Gacek got a taste of what it would be like to be female leader in this field during Fermilab's second Wonderful Women in STEM conference Saturday in Batavia.
She was among 38 high school students from throughout the suburbs who got to participate in hands-on activities and learn from field experts in physics, computer science, and mechanical and electrical engineering.
"The purpose is to engage girls to study STEM careers," said Minerba Betancourt, a Fermilab physicist and conference organizer.
Betancourt said there is a high demand for workers in STEM-related jobs, and the conference highlights the role of women in these fields. Most of the 15 Fermilab scientist mentors at the conference were women.
Fermilab is the U.S.'s particle physics and accelerator laboratory and a leader in the development of particle colliders and their use for scientific discovery.
"We are building the future," Betancourt said of Fermilab's role in scientific research.

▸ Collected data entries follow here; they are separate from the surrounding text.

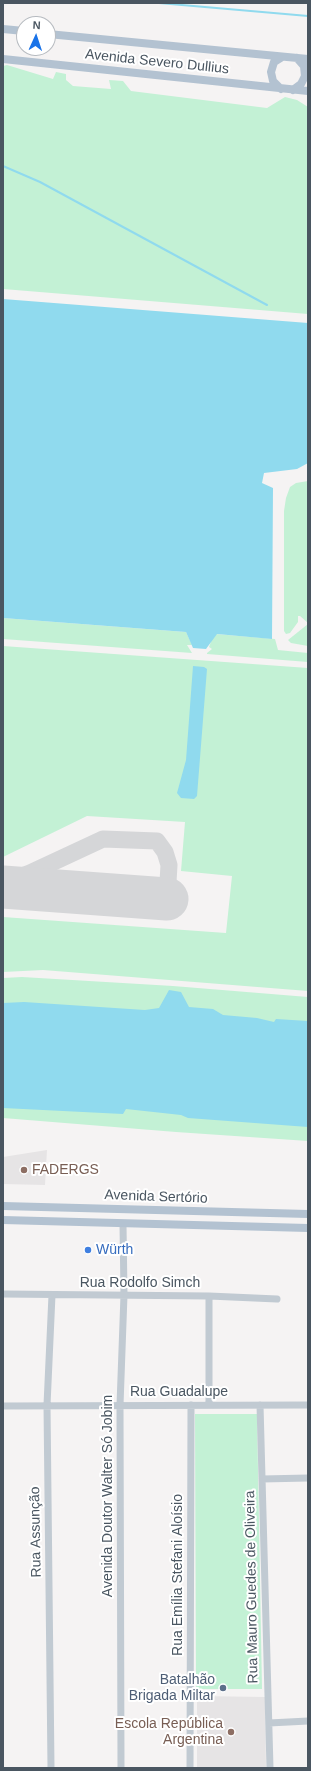 <!DOCTYPE html>
<meta charset="utf-8">
<style>
body{margin:0}
#map{position:relative;width:311px;height:1771px;overflow:hidden;background:#f5f3f3;font-family:Arial,sans-serif}
canvas{display:block}
.frame{position:absolute;inset:0;border:4px solid #4a5661;pointer-events:none}
.north{position:absolute;left:16px;top:16px;width:40px;height:40px;box-sizing:border-box;background:#fff;border:1px solid #b7bbc0;border-radius:50%;rotate:3deg;font-size:11px;font-weight:700;line-height:16px;text-align:center;color:#4a5661}
.north::after{content:'';display:block;margin:auto;width:14px;height:18px;background:#1a73e8;clip-path:polygon(50% 0,100% 100%,50% 72%,0 100%)}
</style>
<div id="map">
<canvas width="311" height="1771"></canvas>
<div class="frame"></div>
<div class="north">N</div>
</div>
<script>
const context = document.querySelector('canvas').getContext('2d');
context.lineJoin = 'round';
function paint(path, color) { context.fillStyle = color; context.fill(path, 'evenodd'); }
const toPath = rows => new Path2D(rows.map(r => 'M' + r).join(''));
function stroke(path, color, width, dash) { context.strokeStyle = color; context.lineWidth = width; context.lineCap = dash ? 'butt' : 'round'; context.setLineDash(dash || []); context.stroke(path); }
function label(font, color, halo, rows, align = 'center') {
  context.font = font + ' Arial,sans-serif'; context.lineWidth = 4; context.setLineDash([]); context.textBaseline = 'middle'; context.strokeStyle = halo; context.fillStyle = color; for (const [text, x, y, turn = 0] of rows) {
    context.save(); context.translate(x, y); context.rotate((+turn || 0) * Math.PI / 180); context.textAlign = isNaN(turn) ? turn : align; if (halo) context.strokeText(text, 0, 0); context.fillText(text, 0, 0); context.restore();
  }
}
paint(toPath([
 [47,1150,45,1185,3,1184,3,1157],
 [197,1696,265,1697,266,1768,197,1768]
]), '#e6e4e5');
paint(toPath([
 [7,65,53,79,56,72,66,74,66,80,73,86,111,89,109,80,123,81,131,91,267,108,285,97,297,100,308,107,308,314,3,289,3,66],
 [308,481,308,623,300,616,298,616,298,622,290,633,286,634,284,631,284,511,286,498,290,487,296,483],
 [3,618,186,632,192,645,187,645,192,653,3,639],
 [308,624,308,646,291,643,288,640],
 [216,634,275,639,278,650,308,653,308,662,207,654,207,653,212,649,209,647,212,639],
 [3,646,308,668,308,991,43,970,3,972,3,917,226,933,232,876,181,871,185,822,87,816,3,857],
 [22,977,173,986,308,997,308,1141,176,1132,3,1118,3,978],
 [195,1414,257,1414,262,1689,196,1689]
]), '#c3f1d5');
paint(toPath([
 [3,299,308,323,308,463,297,469,264,473,262,483,273,488,272,639,217,634,206,649,193,648,186,632,3,618],
 [193,666,204,667,207,669,197,796,194,799,181,798,177,793,186,760],
 [169,990,181,992,189,1007,213,1009,223,1015,257,1018,274,1022,276,1019,308,1021,308,1127,188,1118,181,1115,126,1109,123,1114,3,1108,3,1003,24,1002,145,1010,159,1008]
]), '#90daee');
stroke(toPath([
 [159,3,308,16],
 [3,166,40,182,267,305]
]), '#90daee', 2);
stroke(toPath([
 [3,883,30,873,103,839,157,841,165,852,169,865,167,899]
]), '#d5d6d8', 17);
stroke(toPath([
 [3,887,167,899]
]), '#d5d6d8', 43);
stroke(toPath([
 [3,1294,209,1296,277,1299],
 [209,1405,209,1296],
 [260,1405,270,1768],
 [3,1406,308,1405],
 [262,1479,308,1478],
 [269,1723,308,1721],
 [51,1768,47,1405,52,1295],
 [121,1768,120,1405,124,1295,123,1224],
 [190,1768,191,1405]
]), '#c1cad2', 7);
stroke(toPath([
 [3,29,24,31],
 [48,34,308,59],
 [3,59,308,91],
 [281,89,273,81,271,72,274,62,282,57],
 [293,90,301,84,305,76,304,66,297,58],
 [3,1206,308,1214],
 [3,1220,308,1228]
]), '#b3c2d1', 8);
for (const [x, y, r, color] of [
 [24,1170,4,"#8d6e63"],
 [88,1250,4,"#3f7fe0"],
 [223,1688,4,"#5c6f8a"],
 [231,1732,4,"#8d6e63"]
]) { const dot = new Path2D(); dot.arc(x, y, r, 0, 2 * Math.PI); context.fillStyle = color; context.fill(dot); stroke(dot, '#fff', 1.5); }
label('14px', '#4a5661', '#fff', [
 ["Avenida Severo Dullius",157,62,6],
 ["Avenida Sertório",156,1197,2],
 ["Rua Rodolfo Simch",140,1283],
 ["Rua Guadalupe",179,1392],
 ["Avenida Doutor Walter Só Jobim",108,1496,-90],
 ["Rua Assunção",36,1532,-91],
 ["Rua Emília Stefani Aloísio",178,1575,-90],
 ["Rua Mauro Guedes de Oliveira",252,1587,-91]
]);
label('14px', '#785e54', '#fff', [
 ["FADERGS",32,1170],
 ["Escola República",223,1724,"right"],
 ["Argentina",223,1740,"right"]
], 'left');
label('14px', '#366cbe', '#fff', [
 ["Würth",96,1250]
], 'left');
label('14px', '#4e5e75', '#fff', [
 ["Batalhão",215,1680],
 ["Brigada Miltar",215,1696]
], 'right');
</script>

Fermilab's summer programs for high school and college students allow them to spend two months doing research alongside leading scientists, she added.
During Saturday's five-hour conference, students teamed up for a scavenger hunt to discover new and intriguing technologies, such as virtual and augmented reality and computational thinking concepts, and their applications while solving puzzles, riddles and challenges.
They explored links between mass and motion, working in groups to build a small car powered by a 5-lb weight. They learned how a radio works and how to build one themselves. And they learned all about neutrinos -- the most abundant, yet mysterious particle in the universe, which is being studied by Fermilab scientists to deduce its properties and how it interacts with matter.
"It's very hands-on. You're basically applying things you learned in school," said Manaal Shamsi, a sophomore at the Illinois Math and Science Academy in Aurora.
Shamsi said she was inspired to hear from a female scientist who was a minority like herself.
"Not a lot of Muslim girls try to pursue (scientific research)," said Shamsi adding, she wants to study mechatronic engineering and computer science after graduating from high school.